START RECORD EXCERPTS

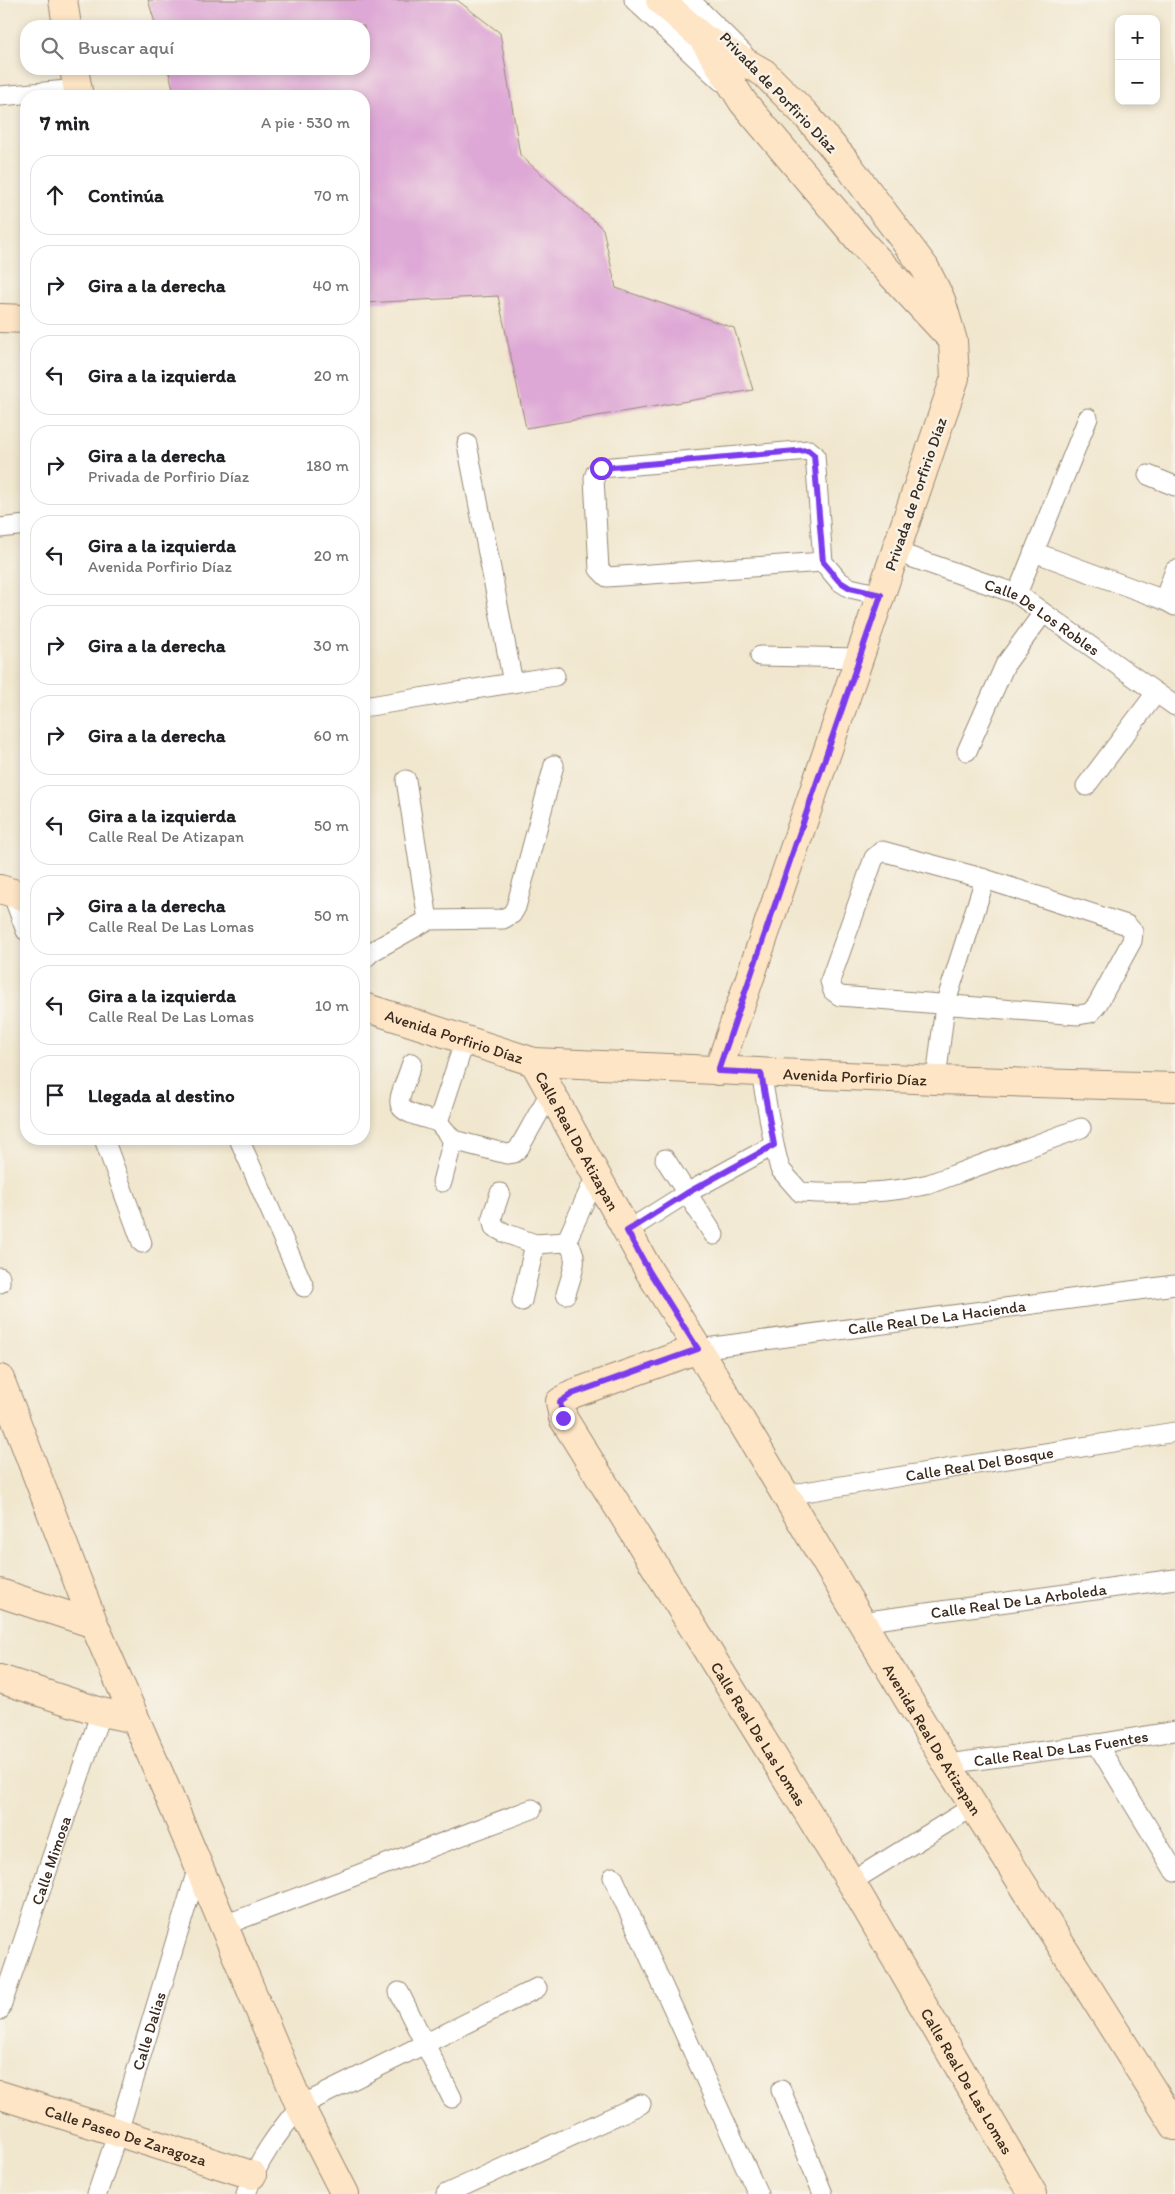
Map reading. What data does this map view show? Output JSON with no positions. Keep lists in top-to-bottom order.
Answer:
{
  "streets": {
    "street": [
      "Privada de Porfirio Díaz",
      "Calle De Los Robles",
      "Avenida Porfirio Díaz",
      "Calle Real De Atizapan",
      "Calle Real De La Hacienda",
      "Calle Real Del Bosque",
      "Calle Real De La Arboleda",
      "Calle Real De Las Lomas",
      "Avenida Real De Atizapan",
      "Calle Real De Las Fuentes",
      "Calle Mimosa",
      "Calle Dalias",
      "Calle Paseo De Zaragoza"
    ]
  },
  "crossings": [
    ["Privada de Porfirio Díaz", "Calle De Los Robles"],
    ["Privada de Porfirio Díaz", "Avenida Porfirio Díaz"],
    ["Avenida Porfirio Díaz", "Calle Real De Atizapan"],
    ["Calle Real De Atizapan", "Calle Real De La Hacienda"],
    ["Calle Real De Atizapan", "Calle Real De Las Lomas"],
    ["Calle Real De Atizapan", "Avenida Real De Atizapan"],
    ["Calle Real De La Hacienda", "Calle Real De Las Lomas"],
    ["Calle Real De La Hacienda", "Avenida Real De Atizapan"],
    ["Calle Real Del Bosque", "Avenida Real De Atizapan"],
    ["Calle Real De La Arboleda", "Avenida Real De Atizapan"],
    ["Calle Real De Las Lomas", "Avenida Real De Atizapan"],
    ["Avenida Real De Atizapan", "Calle Real De Las Fuentes"],
    ["Calle Dalias", "Calle Paseo De Zaragoza"]
  ],
  "page": {
    "map_buttons": ["+", "−"],
    "search": "Buscar aquí",
    "heading": ["7 min", "A pie · 530 m"],
    "list": [
      ["Continúa", "70 m"],
      ["Gira a la derecha", "40 m"],
      ["Gira a la izquierda", "20 m"],
      ["Gira a la derecha", "Privada de Porfirio Díaz", "180 m"],
      ["Gira a la izquierda", "Avenida Porfirio Díaz", "20 m"],
      ["Gira a la derecha", "30 m"],
      ["Gira a la derecha", "60 m"],
      ["Gira a la izquierda", "Calle Real De Atizapan", "50 m"],
      ["Gira a la derecha", "Calle Real De Las Lomas", "50 m"],
      ["Gira a la izquierda", "Calle Real De Las Lomas", "10 m"],
      "Llegada al destino"
    ]
  }
}
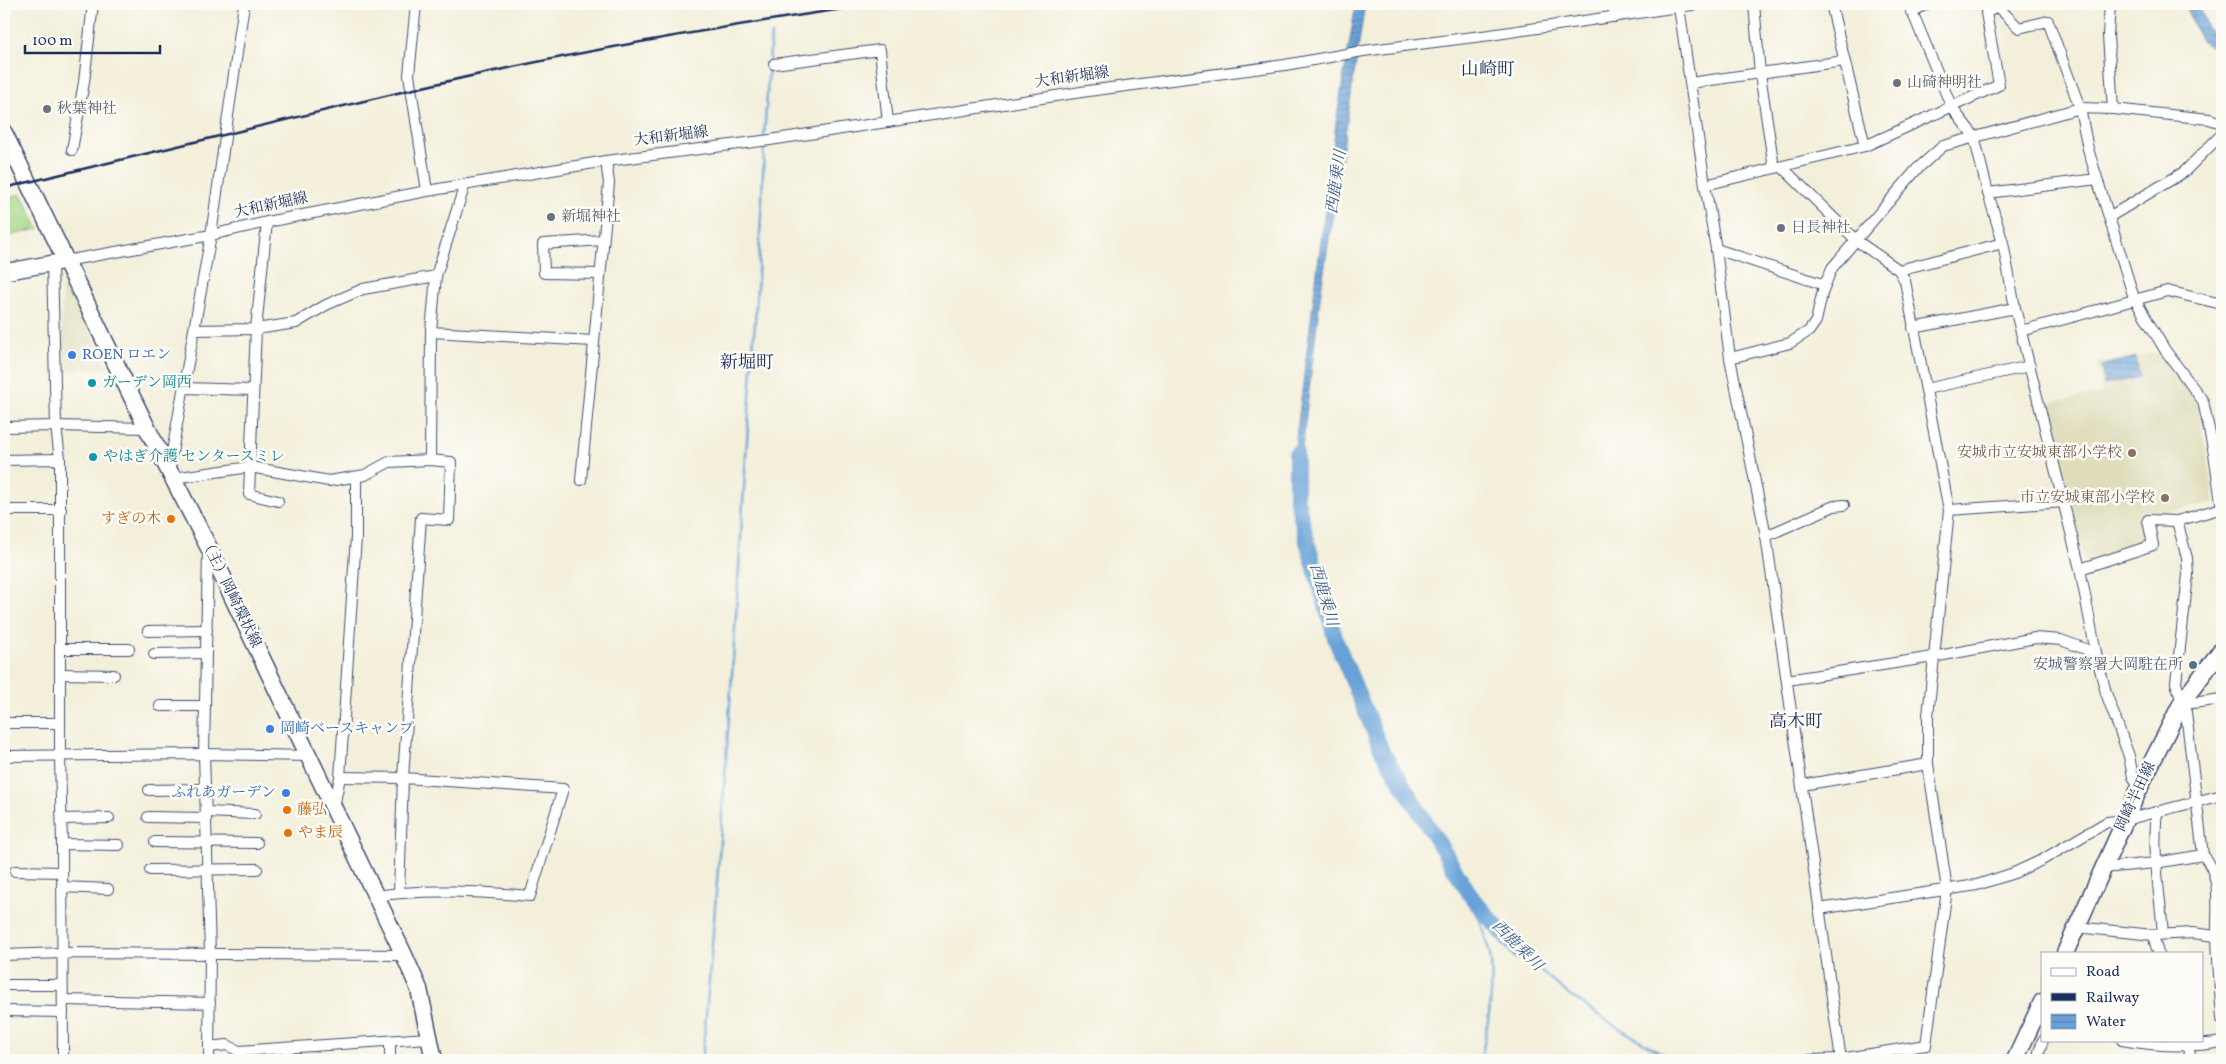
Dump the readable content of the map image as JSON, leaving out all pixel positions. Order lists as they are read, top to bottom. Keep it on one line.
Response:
{"streets":{"main road":["（主）岡崎環状線","岡崎半田線"],"street":["大和新堀線"]},"crossings":[["大和新堀線","（主）岡崎環状線"]],"districts":["山崎町","新堀町","高木町"],"water":["西鹿乗川"],"places":["山碕神明社","秋葉神社","新堀神社","日長神社","ROEN ロエン","ガーデン岡西","安城市立安城東部小学校","やはぎ介護 センタースミレ","市立安城東部小学校","すぎの木","安城警察署大岡駐在所","岡崎ベースキャンプ","ふれあガーデン","藤弘","やま辰"],"legend":["Road","Railway","Water"],"scale_bar":"100 m"}
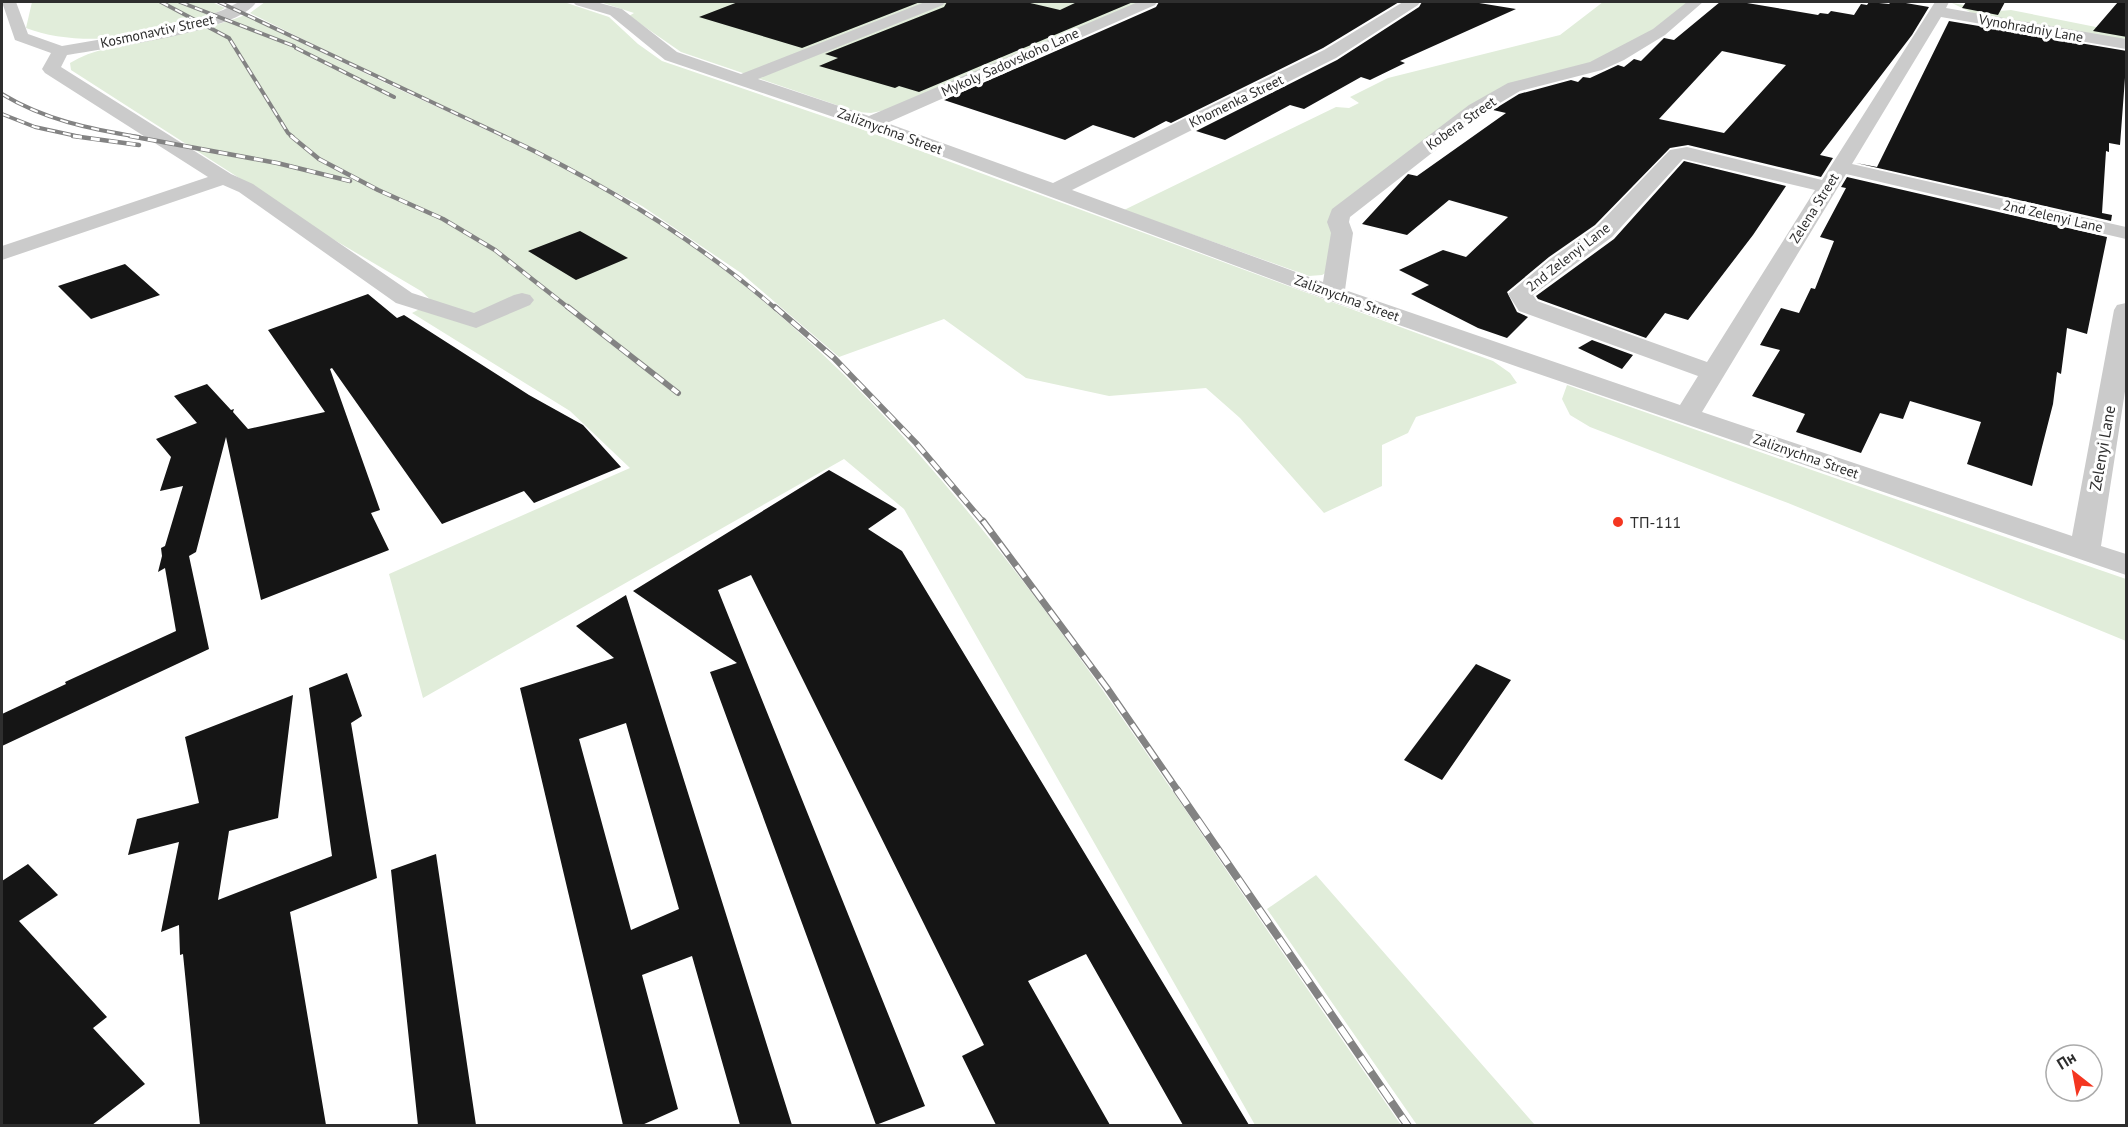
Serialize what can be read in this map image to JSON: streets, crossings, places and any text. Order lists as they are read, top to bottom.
{
  "streets": {
    "street": [
      "Vynohradniy Lane",
      "Kosmonavtiv Street",
      "Mykoly Sadovskoho Lane",
      "Khomenka Street",
      "Kobera Street",
      "Zaliznychna Street",
      "Zelena Street",
      "2nd Zelenyi Lane",
      "Zelenyi Lane"
    ]
  },
  "crossings": [
    ["Vynohradniy Lane", "Zelena Street"],
    ["Mykoly Sadovskoho Lane", "Zaliznychna Street"],
    ["Khomenka Street", "Zaliznychna Street"],
    ["Kobera Street", "Zaliznychna Street"],
    ["Zaliznychna Street", "Zelena Street"],
    ["Zaliznychna Street", "Zelenyi Lane"],
    ["Zelena Street", "2nd Zelenyi Lane"]
  ],
  "places": ["ТП-111"],
  "north": "top left"
}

END RECORD EXCERPTS

*EXERCISE DETAILS:*
Pictures aside, retype the material exactly.

*OUTPUT OF THE EXERCISE:*
Map reading. What data does this map view show? Output JSON with no positions. Keep lists in top-to-bottom order.
Answer:
{
  "streets": {
    "street": [
      "Privada de Porfirio Díaz",
      "Calle De Los Robles",
      "Avenida Porfirio Díaz",
      "Calle Real De Atizapan",
      "Calle Real De La Hacienda",
      "Calle Real Del Bosque",
      "Calle Real De La Arboleda",
      "Calle Real De Las Lomas",
      "Avenida Real De Atizapan",
      "Calle Real De Las Fuentes",
      "Calle Mimosa",
      "Calle Dalias",
      "Calle Paseo De Zaragoza"
    ]
  },
  "crossings": [
    ["Privada de Porfirio Díaz", "Calle De Los Robles"],
    ["Privada de Porfirio Díaz", "Avenida Porfirio Díaz"],
    ["Avenida Porfirio Díaz", "Calle Real De Atizapan"],
    ["Calle Real De Atizapan", "Calle Real De La Hacienda"],
    ["Calle Real De Atizapan", "Calle Real De Las Lomas"],
    ["Calle Real De Atizapan", "Avenida Real De Atizapan"],
    ["Calle Real De La Hacienda", "Calle Real De Las Lomas"],
    ["Calle Real De La Hacienda", "Avenida Real De Atizapan"],
    ["Calle Real Del Bosque", "Avenida Real De Atizapan"],
    ["Calle Real De La Arboleda", "Avenida Real De Atizapan"],
    ["Calle Real De Las Lomas", "Avenida Real De Atizapan"],
    ["Avenida Real De Atizapan", "Calle Real De Las Fuentes"],
    ["Calle Dalias", "Calle Paseo De Zaragoza"]
  ],
  "page": {
    "map_buttons": ["+", "−"],
    "search": "Buscar aquí",
    "heading": ["7 min", "A pie · 530 m"],
    "list": [
      ["Continúa", "70 m"],
      ["Gira a la derecha", "40 m"],
      ["Gira a la izquierda", "20 m"],
      ["Gira a la derecha", "Privada de Porfirio Díaz", "180 m"],
      ["Gira a la izquierda", "Avenida Porfirio Díaz", "20 m"],
      ["Gira a la derecha", "30 m"],
      ["Gira a la derecha", "60 m"],
      ["Gira a la izquierda", "Calle Real De Atizapan", "50 m"],
      ["Gira a la derecha", "Calle Real De Las Lomas", "50 m"],
      ["Gira a la izquierda", "Calle Real De Las Lomas", "10 m"],
      "Llegada al destino"
    ]
  }
}
Dump the readable content of the map image as JSON, leaving out all pixel positions. Order lists as they are read, top to bottom. Keep it on one line.
Response:
{"streets":{"main road":["（主）岡崎環状線","岡崎半田線"],"street":["大和新堀線"]},"crossings":[["大和新堀線","（主）岡崎環状線"]],"districts":["山崎町","新堀町","高木町"],"water":["西鹿乗川"],"places":["山碕神明社","秋葉神社","新堀神社","日長神社","ROEN ロエン","ガーデン岡西","安城市立安城東部小学校","やはぎ介護 センタースミレ","市立安城東部小学校","すぎの木","安城警察署大岡駐在所","岡崎ベースキャンプ","ふれあガーデン","藤弘","やま辰"],"legend":["Road","Railway","Water"],"scale_bar":"100 m"}
Serialize what can be read in this map image to JSON: streets, crossings, places and any text. Order lists as they are read, top to bottom.
{
  "streets": {
    "street": [
      "Vynohradniy Lane",
      "Kosmonavtiv Street",
      "Mykoly Sadovskoho Lane",
      "Khomenka Street",
      "Kobera Street",
      "Zaliznychna Street",
      "Zelena Street",
      "2nd Zelenyi Lane",
      "Zelenyi Lane"
    ]
  },
  "crossings": [
    ["Vynohradniy Lane", "Zelena Street"],
    ["Mykoly Sadovskoho Lane", "Zaliznychna Street"],
    ["Khomenka Street", "Zaliznychna Street"],
    ["Kobera Street", "Zaliznychna Street"],
    ["Zaliznychna Street", "Zelena Street"],
    ["Zaliznychna Street", "Zelenyi Lane"],
    ["Zelena Street", "2nd Zelenyi Lane"]
  ],
  "places": ["ТП-111"],
  "north": "top left"
}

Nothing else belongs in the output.